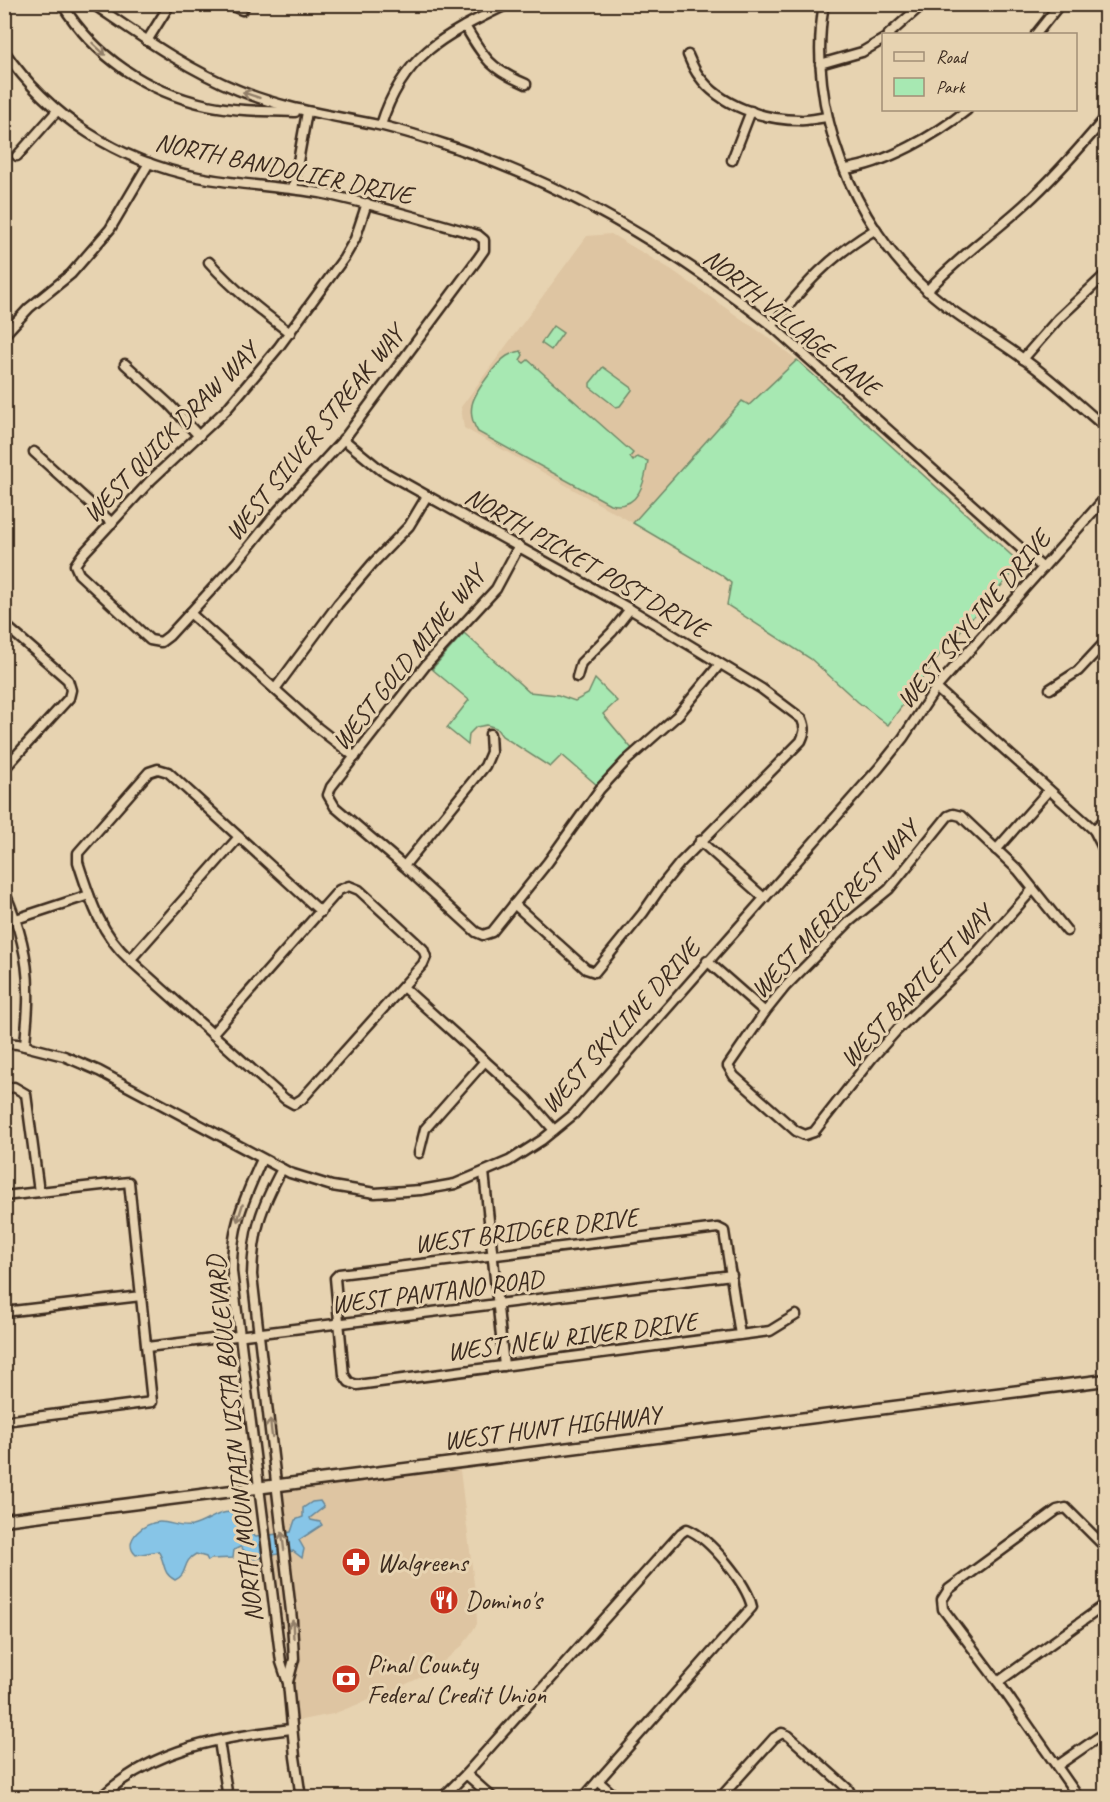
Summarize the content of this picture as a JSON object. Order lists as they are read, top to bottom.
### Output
{
  "streets": {
    "main road": ["WEST HUNT HIGHWAY"],
    "street": [
      "NORTH BANDOLIER DRIVE",
      "NORTH VILLAGE LANE",
      "WEST QUICK DRAW WAY",
      "WEST SILVER STREAK WAY",
      "NORTH PICKET POST DRIVE",
      "WEST SKYLINE DRIVE",
      "WEST GOLD MINE WAY",
      "WEST MERICREST WAY",
      "WEST BARTLETT WAY",
      "WEST BRIDGER DRIVE",
      "WEST PANTANO ROAD",
      "WEST NEW RIVER DRIVE",
      "NORTH MOUNTAIN VISTA BOULEVARD"
    ]
  },
  "crossings": [
    ["NORTH BANDOLIER DRIVE", "WEST QUICK DRAW WAY"],
    ["NORTH BANDOLIER DRIVE", "WEST SILVER STREAK WAY"],
    ["NORTH VILLAGE LANE", "WEST SKYLINE DRIVE"],
    ["WEST QUICK DRAW WAY", "WEST SILVER STREAK WAY"],
    ["WEST SILVER STREAK WAY", "NORTH PICKET POST DRIVE"],
    ["NORTH PICKET POST DRIVE", "WEST GOLD MINE WAY"],
    ["WEST SKYLINE DRIVE", "NORTH MOUNTAIN VISTA BOULEVARD"],
    ["WEST MERICREST WAY", "WEST BARTLETT WAY"],
    ["WEST BRIDGER DRIVE", "WEST PANTANO ROAD"],
    ["WEST BRIDGER DRIVE", "WEST NEW RIVER DRIVE"],
    ["WEST PANTANO ROAD", "WEST NEW RIVER DRIVE"],
    ["WEST PANTANO ROAD", "NORTH MOUNTAIN VISTA BOULEVARD"],
    ["WEST HUNT HIGHWAY", "NORTH MOUNTAIN VISTA BOULEVARD"]
  ],
  "places": {
    "pharmacy": ["Walgreens"],
    "restaurant": ["Domino's"],
    "bank": ["Pinal County Federal Credit Union"]
  },
  "legend": ["Road", "Park"]
}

----------------

No pictures belong in the answer; copy all other parts of the listing exactly.

Summarize the content of this picture as a JSON object. Order lists as they are read, top to bottom.
### Output
{
  "streets": {
    "main road": ["WEST HUNT HIGHWAY"],
    "street": [
      "NORTH BANDOLIER DRIVE",
      "NORTH VILLAGE LANE",
      "WEST QUICK DRAW WAY",
      "WEST SILVER STREAK WAY",
      "NORTH PICKET POST DRIVE",
      "WEST SKYLINE DRIVE",
      "WEST GOLD MINE WAY",
      "WEST MERICREST WAY",
      "WEST BARTLETT WAY",
      "WEST BRIDGER DRIVE",
      "WEST PANTANO ROAD",
      "WEST NEW RIVER DRIVE",
      "NORTH MOUNTAIN VISTA BOULEVARD"
    ]
  },
  "crossings": [
    ["NORTH BANDOLIER DRIVE", "WEST QUICK DRAW WAY"],
    ["NORTH BANDOLIER DRIVE", "WEST SILVER STREAK WAY"],
    ["NORTH VILLAGE LANE", "WEST SKYLINE DRIVE"],
    ["WEST QUICK DRAW WAY", "WEST SILVER STREAK WAY"],
    ["WEST SILVER STREAK WAY", "NORTH PICKET POST DRIVE"],
    ["NORTH PICKET POST DRIVE", "WEST GOLD MINE WAY"],
    ["WEST SKYLINE DRIVE", "NORTH MOUNTAIN VISTA BOULEVARD"],
    ["WEST MERICREST WAY", "WEST BARTLETT WAY"],
    ["WEST BRIDGER DRIVE", "WEST PANTANO ROAD"],
    ["WEST BRIDGER DRIVE", "WEST NEW RIVER DRIVE"],
    ["WEST PANTANO ROAD", "WEST NEW RIVER DRIVE"],
    ["WEST PANTANO ROAD", "NORTH MOUNTAIN VISTA BOULEVARD"],
    ["WEST HUNT HIGHWAY", "NORTH MOUNTAIN VISTA BOULEVARD"]
  ],
  "places": {
    "pharmacy": ["Walgreens"],
    "restaurant": ["Domino's"],
    "bank": ["Pinal County Federal Credit Union"]
  },
  "legend": ["Road", "Park"]
}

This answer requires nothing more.